▶ [To do]
Leaving out every picture, copy the lines of the data exactly, from the first through the line containing "Map reading. Build".

▶ [Material provided]
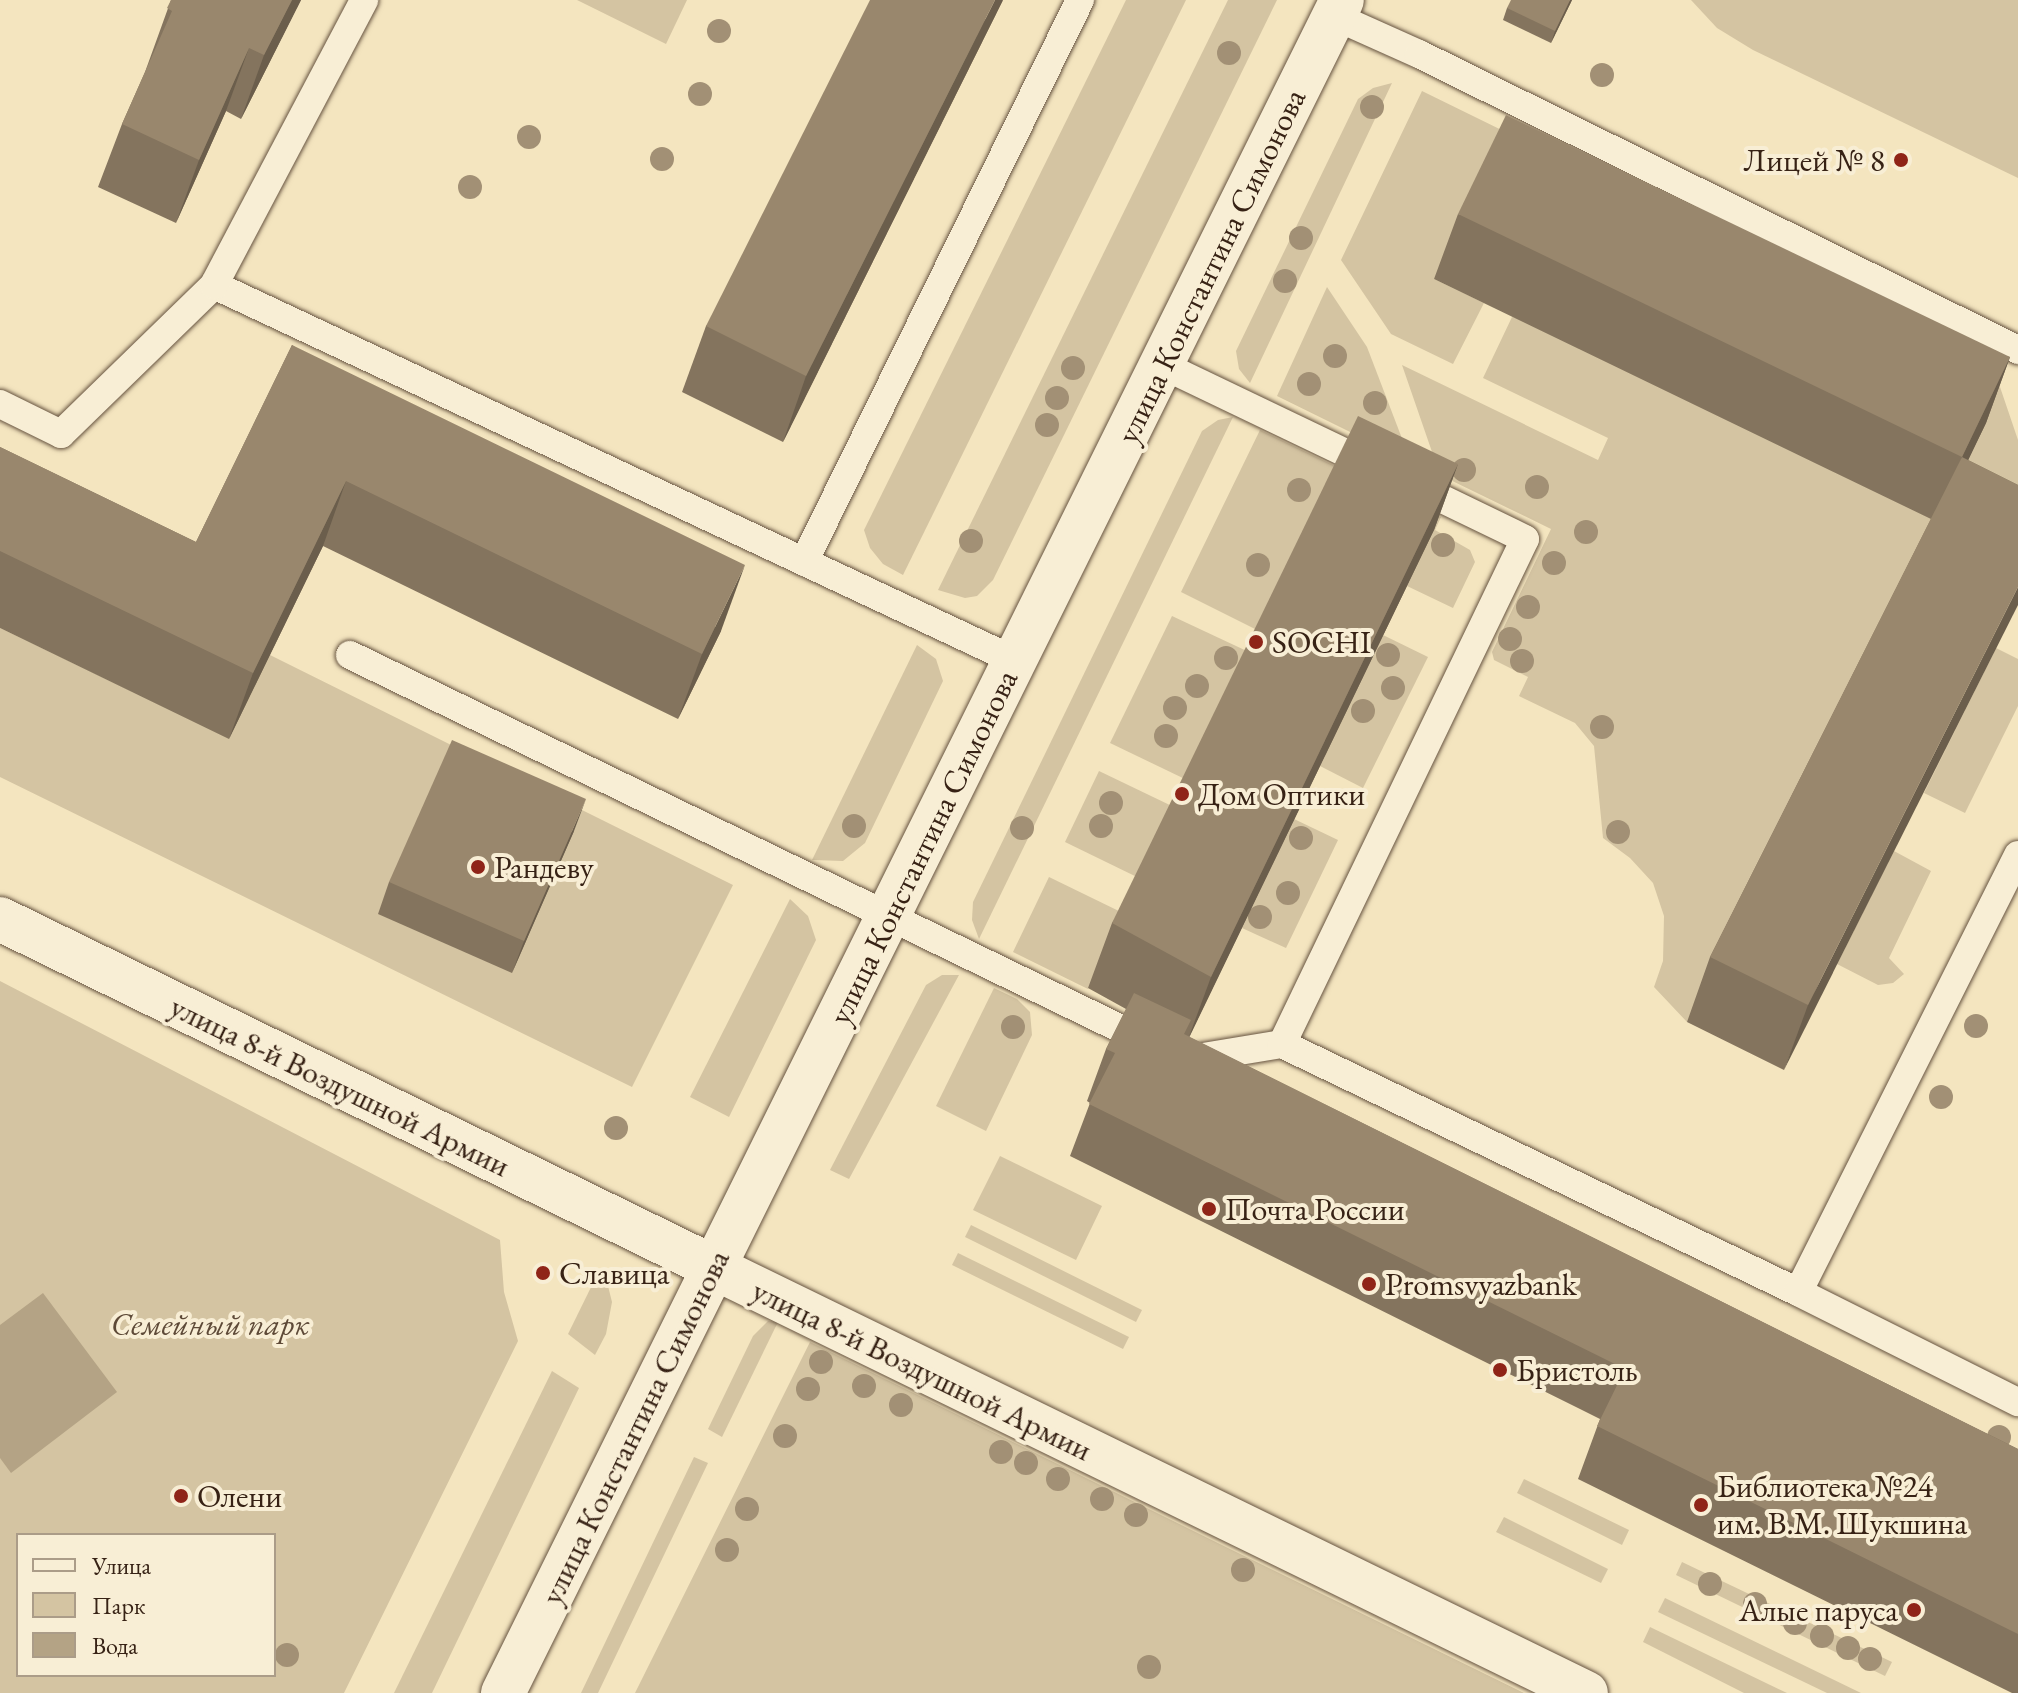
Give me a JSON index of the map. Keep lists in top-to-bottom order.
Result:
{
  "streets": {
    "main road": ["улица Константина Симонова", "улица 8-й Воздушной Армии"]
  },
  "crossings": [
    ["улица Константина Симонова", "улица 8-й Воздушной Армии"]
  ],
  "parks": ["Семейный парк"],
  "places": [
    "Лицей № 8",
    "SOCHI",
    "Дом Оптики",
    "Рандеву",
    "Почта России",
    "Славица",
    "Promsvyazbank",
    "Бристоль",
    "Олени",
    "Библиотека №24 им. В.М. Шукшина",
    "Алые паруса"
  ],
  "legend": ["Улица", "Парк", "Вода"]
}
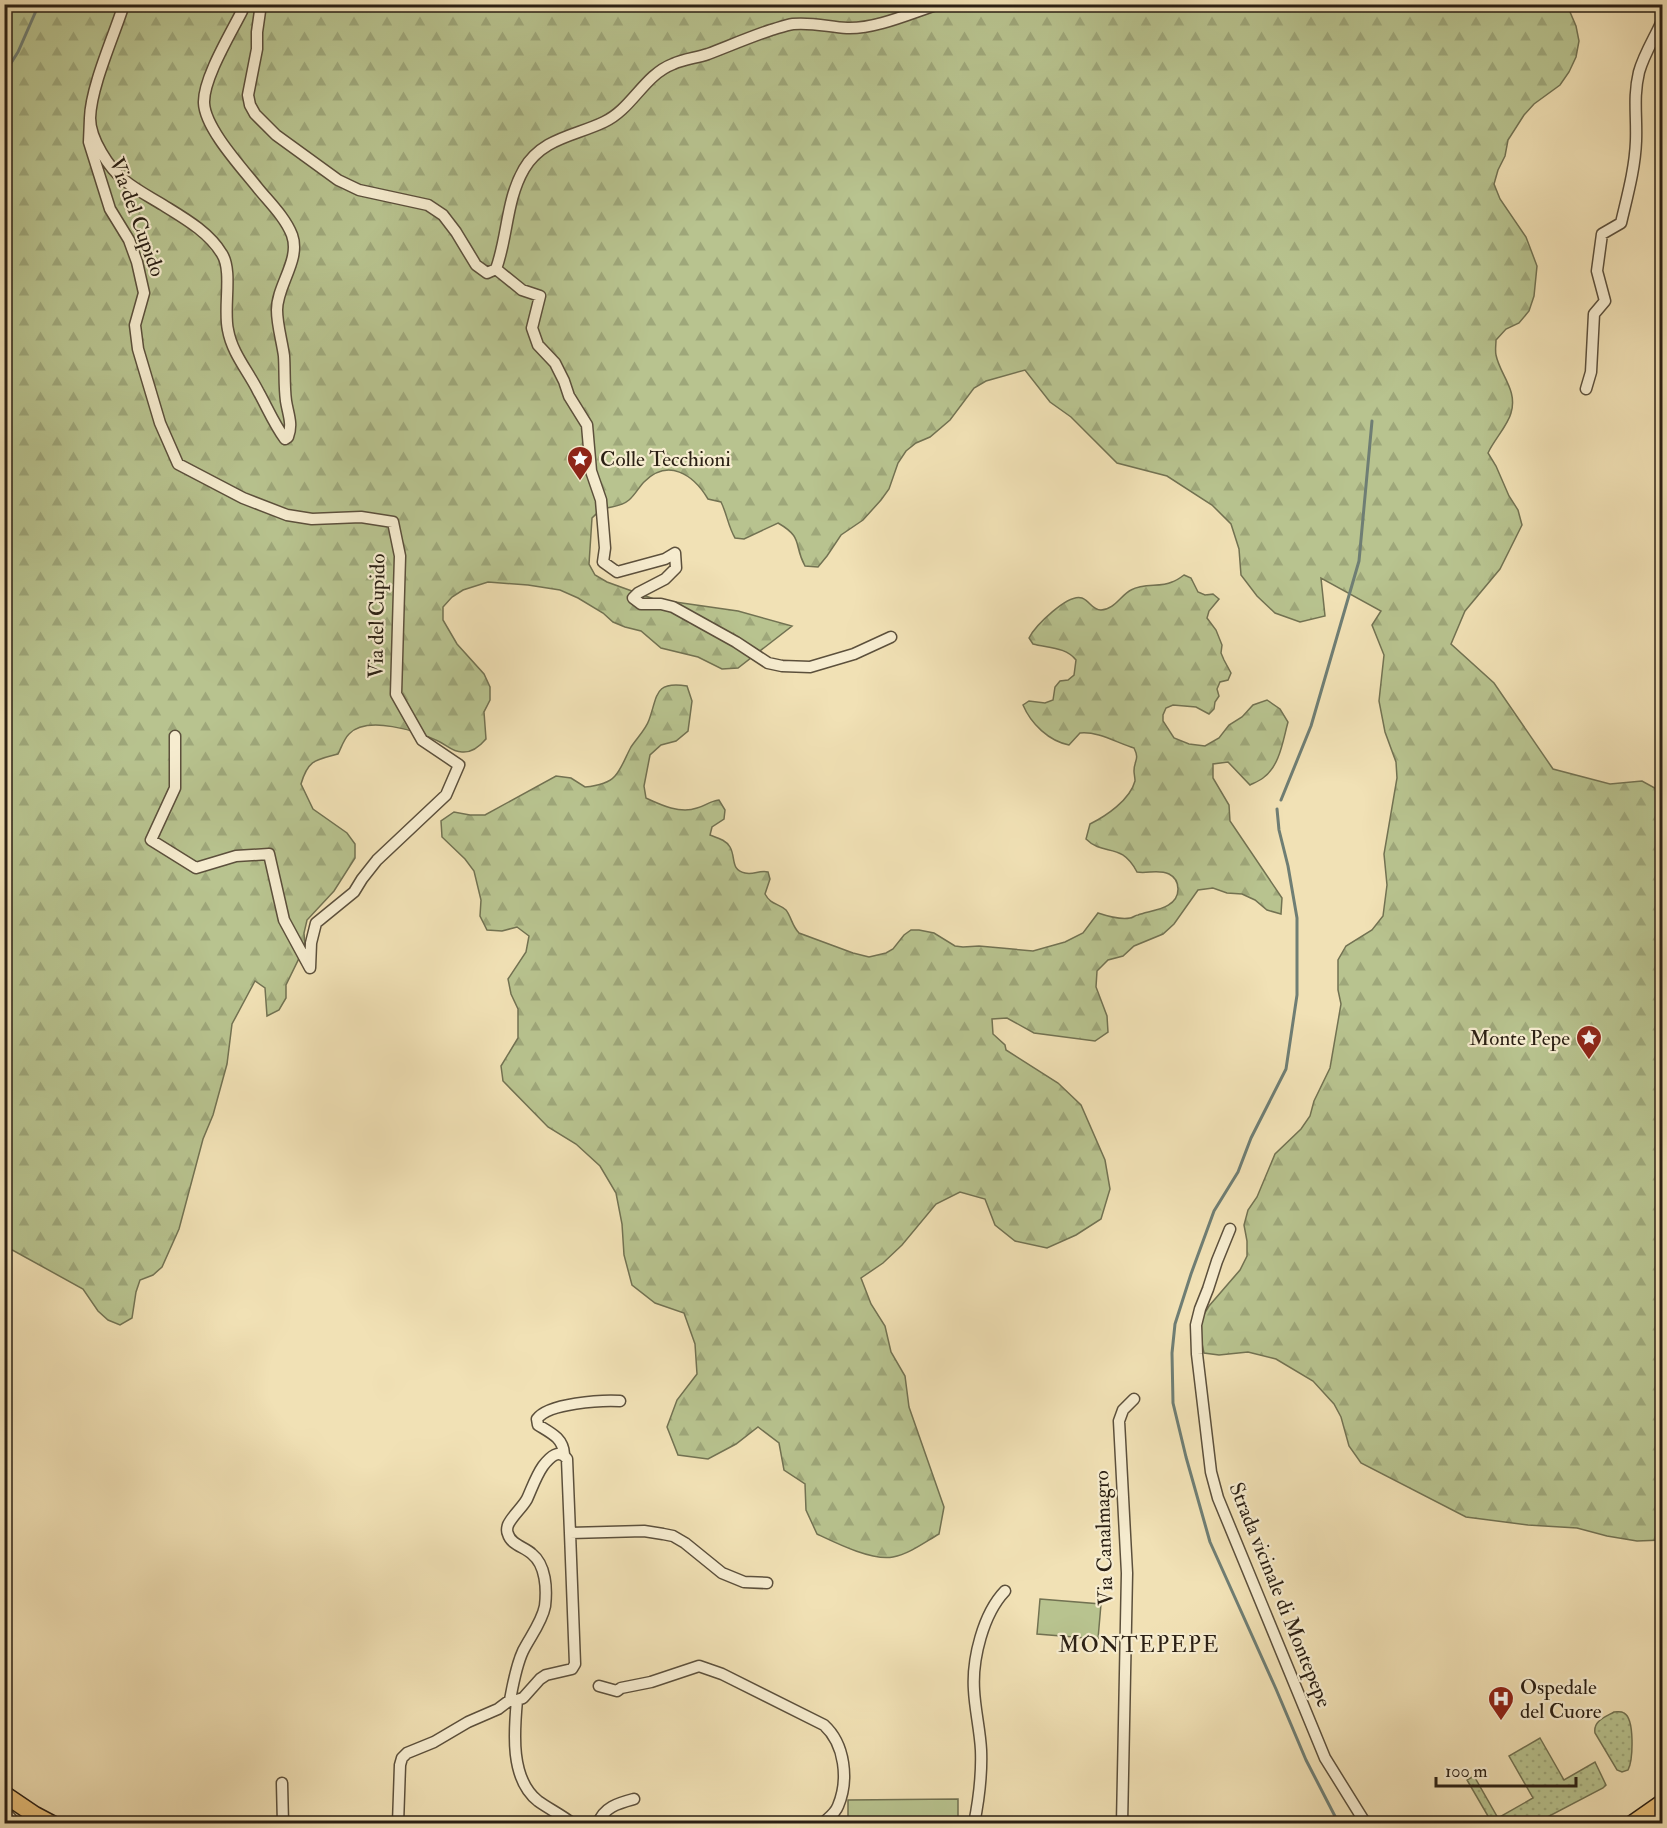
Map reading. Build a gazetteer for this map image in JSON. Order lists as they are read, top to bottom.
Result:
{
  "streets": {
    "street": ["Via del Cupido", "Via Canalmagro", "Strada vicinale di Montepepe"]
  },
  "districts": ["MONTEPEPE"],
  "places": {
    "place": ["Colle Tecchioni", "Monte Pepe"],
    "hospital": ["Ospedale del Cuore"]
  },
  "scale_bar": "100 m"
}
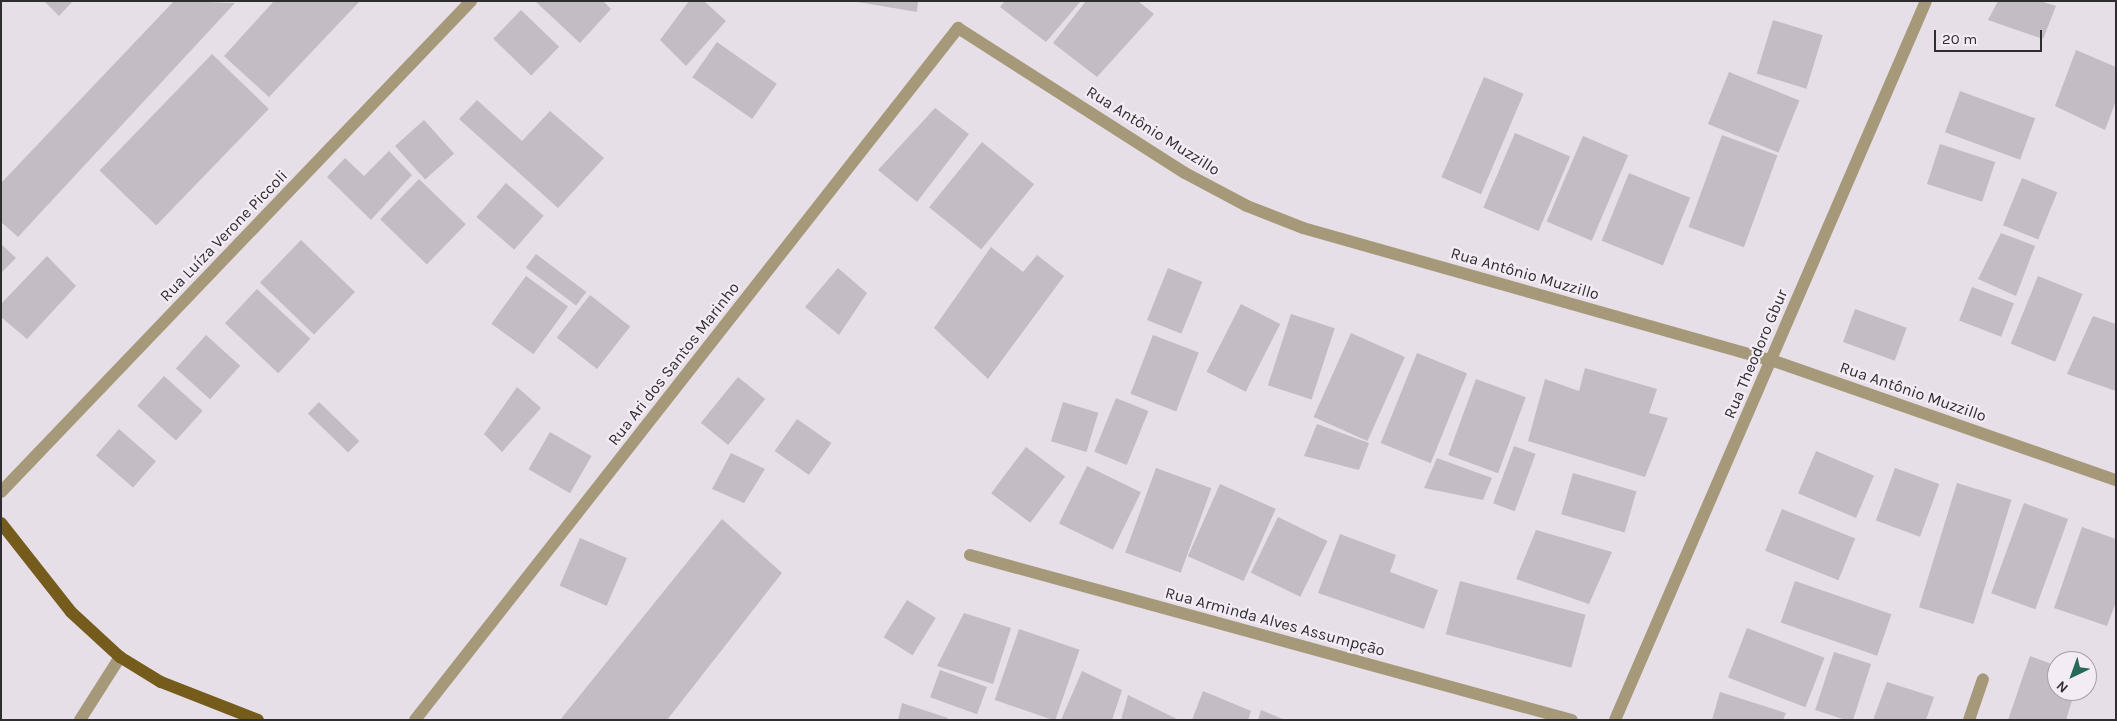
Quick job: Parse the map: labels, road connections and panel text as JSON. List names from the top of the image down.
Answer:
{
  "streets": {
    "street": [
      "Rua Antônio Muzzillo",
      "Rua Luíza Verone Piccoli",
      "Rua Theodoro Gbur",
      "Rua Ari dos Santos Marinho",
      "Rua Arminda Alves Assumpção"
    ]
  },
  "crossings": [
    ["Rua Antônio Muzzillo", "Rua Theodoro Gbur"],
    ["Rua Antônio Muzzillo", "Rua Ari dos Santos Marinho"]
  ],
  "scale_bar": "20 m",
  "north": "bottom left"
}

▶ [Answer]
Give me a JSON index of the map. Keep lists in top-to-bottom order.
Result:
{
  "streets": {
    "main road": ["улица Константина Симонова", "улица 8-й Воздушной Армии"]
  },
  "crossings": [
    ["улица Константина Симонова", "улица 8-й Воздушной Армии"]
  ],
  "parks": ["Семейный парк"],
  "places": [
    "Лицей № 8",
    "SOCHI",
    "Дом Оптики",
    "Рандеву",
    "Почта России",
    "Славица",
    "Promsvyazbank",
    "Бристоль",
    "Олени",
    "Библиотека №24 им. В.М. Шукшина",
    "Алые паруса"
  ],
  "legend": ["Улица", "Парк", "Вода"]
}
Map reading. Build a gazetteer for this map image in JSON. Order lists as they are read, top to bottom.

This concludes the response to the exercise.